Seberapa sering kita menggunakan gawai atau gadget ketimbang bercengkerama dengan anggota keluarga di rumah? Mana lebih besar persentase bersenda gurau dengan istri dan anak-anak kala di rumah dengan kebiasaan memegang gawai dan memainkan fitur-fitur di dalamnya?
Pertanyaan ini, jika ditujukan kepada saya, mesti jujur diakui, lebih banyak memegang gawai ketimbang secara riil bersama keluarga meski berada di rumah? Alasannya, buat saya, cukup "kuat". Pekerjaan sebagai jurnalis dan mesti mengecek grup WhatsApp, artikel berita di portal berita yang saya pimpin yakni jejamo.com, serta mengecek surat elektronik. Semua tersedia di gawai Samsung J5 yang sampai dengan sekarang belum lunas itu, hehehe.
Mungkin itu sebuah pembenaran. Jika dipojokkan dengan pertanyaan itu, saya hanya menjawab dengan pelan: ya itu benar. Di rumah, mestinya waktu lebih banyak dimanfaatkan dengan bercanda dengan anggota keluarga.
Kehangatan dalam keluarga akan tercipta saat setiap anggota keluarga mematikan gawai dan berkumpul bersama, bercerita pengalaman hari itu, tertawa bersama, sampai dengan aktivitas fisik layaknya ayah dan ibu kepada anak-anak mereka.
"Gawai, dan media sosial yang tertanam di dalamnya, kadang menjauhkan yang dekat, mendekatkan yang jauh," demikian kata Any Nurhayaty, seorang dosen psikologi Universitas Muhammadiyah Lampung, saat didapuk menjadi pembicara pada Nangkring Kompasiana bertema Hari Keluarga Nasional (Harganas) di Hotel Horison, hari Kamis lalu, 13 Juli 2017.
Any seorang doktor psikologi lulusan UGM. Saat memberikan paparan di depan seratusan peserta kopi darat itu, ia mengutarakan gagasannya secara teratur dan enak didengar. Any juga melengkapi paparannya dengan salindia atau slide yang bagus.

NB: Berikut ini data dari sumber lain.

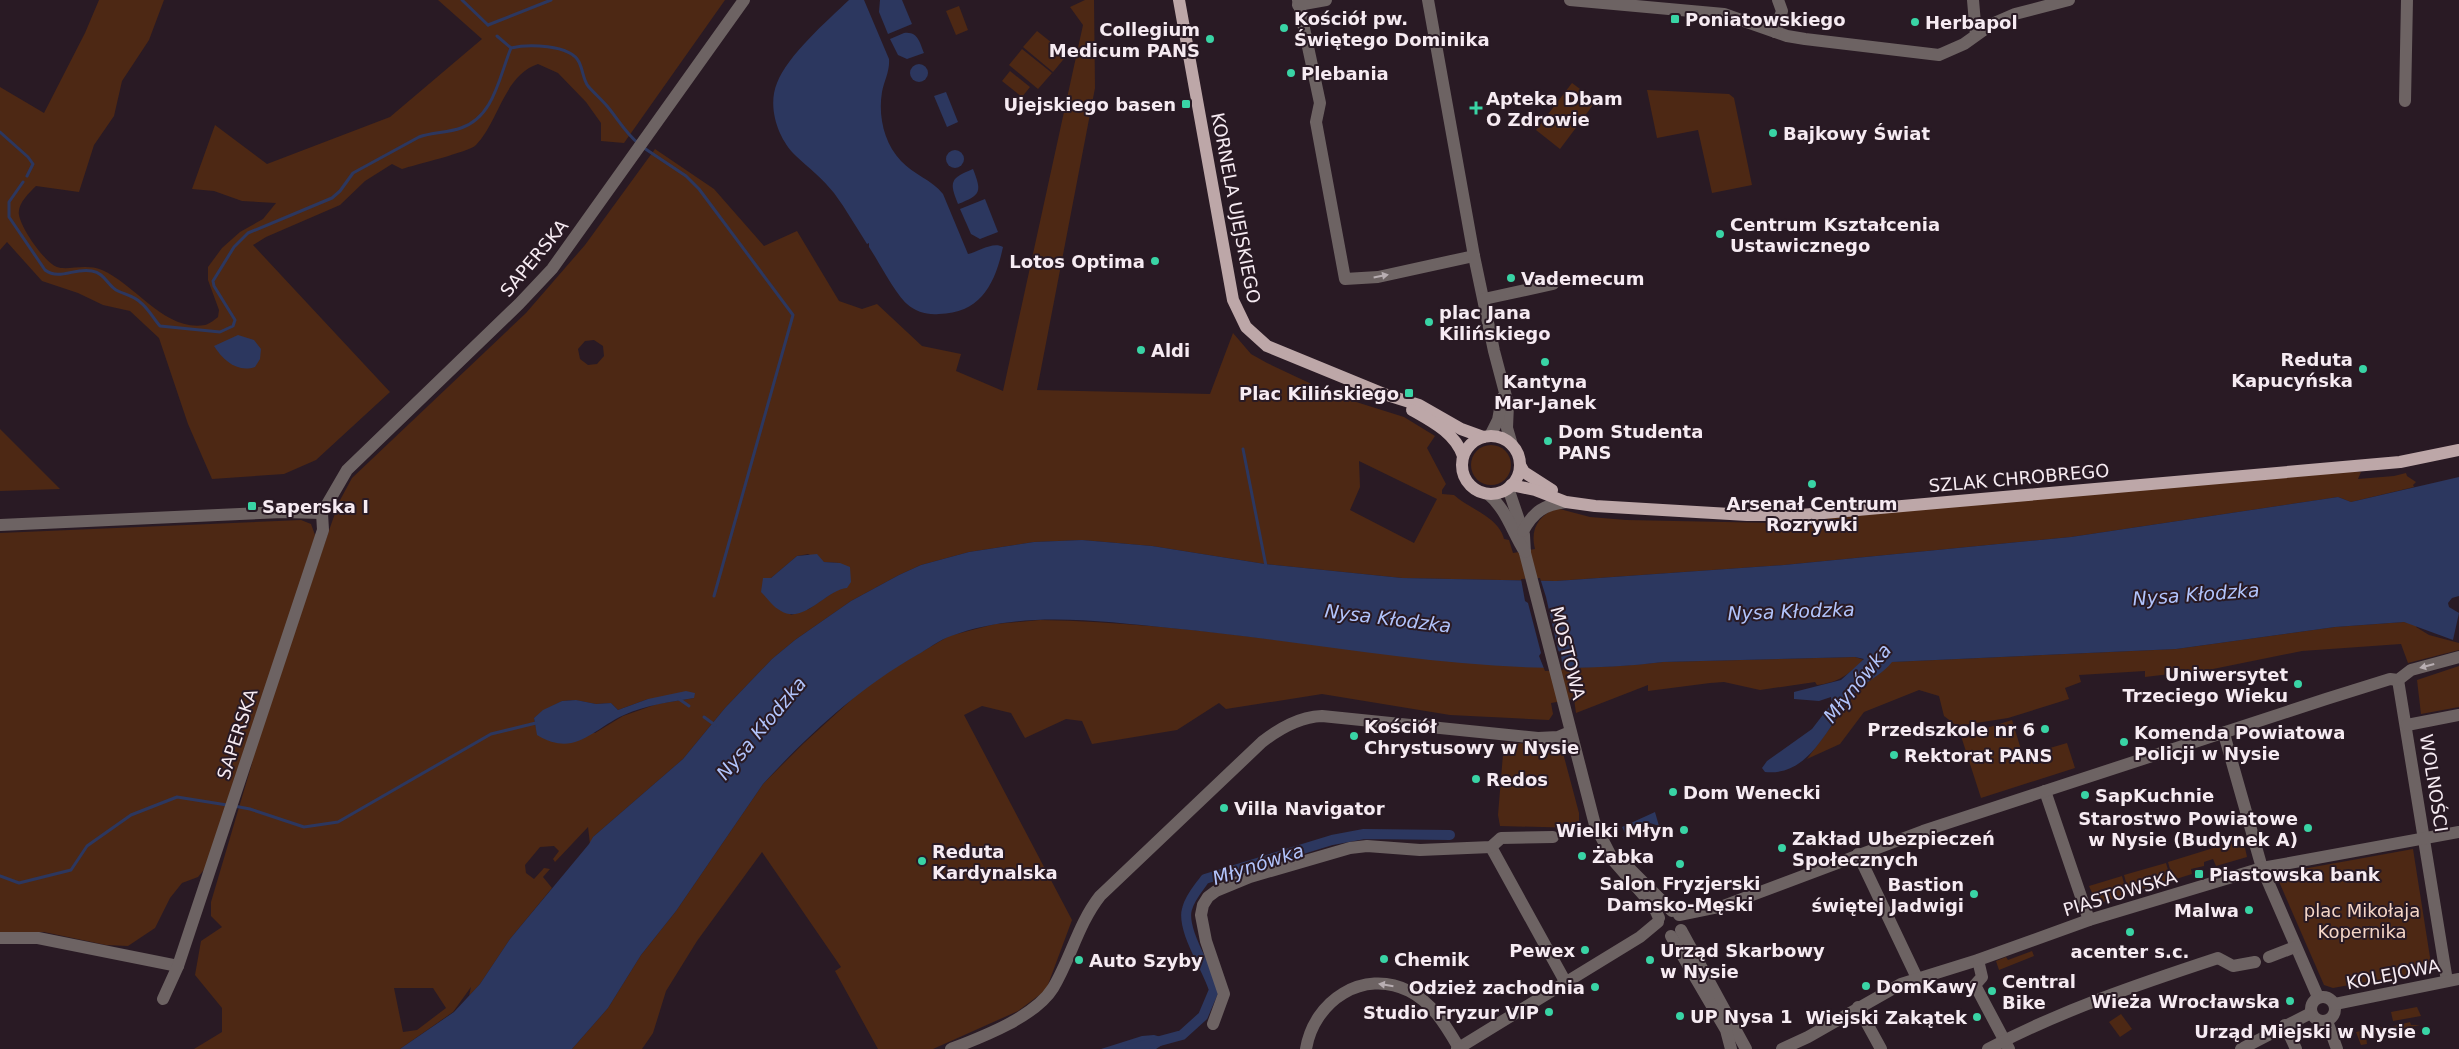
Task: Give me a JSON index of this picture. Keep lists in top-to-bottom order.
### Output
{
  "streets": {
    "main road": ["KORNELA UJEJSKIEGO", "SZLAK CHROBREGO"],
    "street": [
      "SAPERSKA",
      "MOSTOWA",
      "WOLNOŚCI",
      "PIASTOWSKA",
      "KOLEJOWA"
    ]
  },
  "crossings": [
    ["KORNELA UJEJSKIEGO", "SZLAK CHROBREGO"],
    ["KORNELA UJEJSKIEGO", "MOSTOWA"],
    ["SZLAK CHROBREGO", "MOSTOWA"],
    ["WOLNOŚCI", "PIASTOWSKA"],
    ["WOLNOŚCI", "KOLEJOWA"]
  ],
  "water": ["Nysa Kłodzka", "Młynówka"],
  "parks": ["plac Mikołaja Kopernika"],
  "places": {
    "transit": [
      "Poniatowskiego",
      "Ujejskiego basen",
      "Plac Kilińskiego",
      "Saperska I",
      "Piastowska bank"
    ],
    "other": [
      "Herbapol",
      "Kościół pw. Świętego Dominika",
      "Collegium Medicum PANS",
      "Plebania",
      "Bajkowy Świat",
      "Centrum Kształcenia Ustawicznego",
      "Lotos Optima",
      "Vademecum",
      "plac Jana Kilińskiego",
      "Aldi",
      "Kantyna Mar-Janek",
      "Reduta Kapucyńska",
      "Dom Studenta PANS",
      "Arsenał Centrum Rozrywki",
      "Uniwersytet Trzeciego Wieku",
      "Przedszkole nr 6",
      "Kościół Chrystusowy w Nysie",
      "Komenda Powiatowa Policji w Nysie",
      "Rektorat PANS",
      "Redos",
      "Dom Wenecki",
      "SapKuchnie",
      "Villa Navigator",
      "Starostwo Powiatowe w Nysie (Budynek A)",
      "Wielki Młyn",
      "Zakład Ubezpieczeń Społecznych",
      "Żabka",
      "Reduta Kardynalska",
      "Salon Fryzjerski Damsko-Męski",
      "Bastion świętej Jadwigi",
      "Malwa",
      "acenter s.c.",
      "Pewex",
      "Chemik",
      "Auto Szyby",
      "Urząd Skarbowy w Nysie",
      "DomKawy",
      "Odzież zachodnia",
      "Central Bike",
      "Wieża Wrocławska",
      "Studio Fryzur VIP",
      "UP Nysa 1",
      "Wiejski Zakątek",
      "Urząd Miejski w Nysie"
    ],
    "health": ["Apteka Dbam O Zdrowie"]
  }
}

Any bilang, anak muda sekarang kadang berlebihan dalam memanfaatkan gawai dan media sosial. Secara berseloroh ia mengatakan, naik ke anak tangga yang satu kemudian berswafoto atau selfie. Nanti naik anak tangga berikutnya, swafoto lagi. Hadirin pun merepons dengan tertawa renyah, sama renyah dengan kudapan yang sedang mereka nikmati saat mendengar paparan ibu dengan dua anak itu.
Any menuturkan, media sosial sekarang memang merenggut kehangatan di dalam keluarga. Kadang menanyakan anak saja di dalam kamar, seorang ibu mengirim pesan di fitur WhatsApp. Padahal, apa susahnya mengetuk pintu kamar anak dan bertanya, "Nak, sudah makan belum? Kalau belum makan, makanlah dahulu."
Saya jadi teringat kalau temu alumni. Sudahlah susah-susah mencari waktu yang pas untuk bertemu, saat ketemu, setiap orang malah sibuk dengan gawainya masing-masing. Esensi sebuah silaturahmi atau pertemuan menjadi hilang. Maka saat saya dan kawan-kawan sepakat bertemu, yang pertama kami lakukan adalah meletakkan gawai di tengah meja atau setidaknya menahan diri untuk tidak gatal mengoperasikan ponsel pintar itu.
Any menjadi pembicara bersama dua pembicara lainnya. Mereka adalah Ambar Rahayu, Deputi Keluarga Sejahtera dan Pemberdayaan Keluarga BKKBN Pusat, dan Blontank Poer, seorang narablog asal Klaten, yang sering menjadi pembicara perihal teknologi informasi dan komunikasi di banyak acara kopi darat narablog.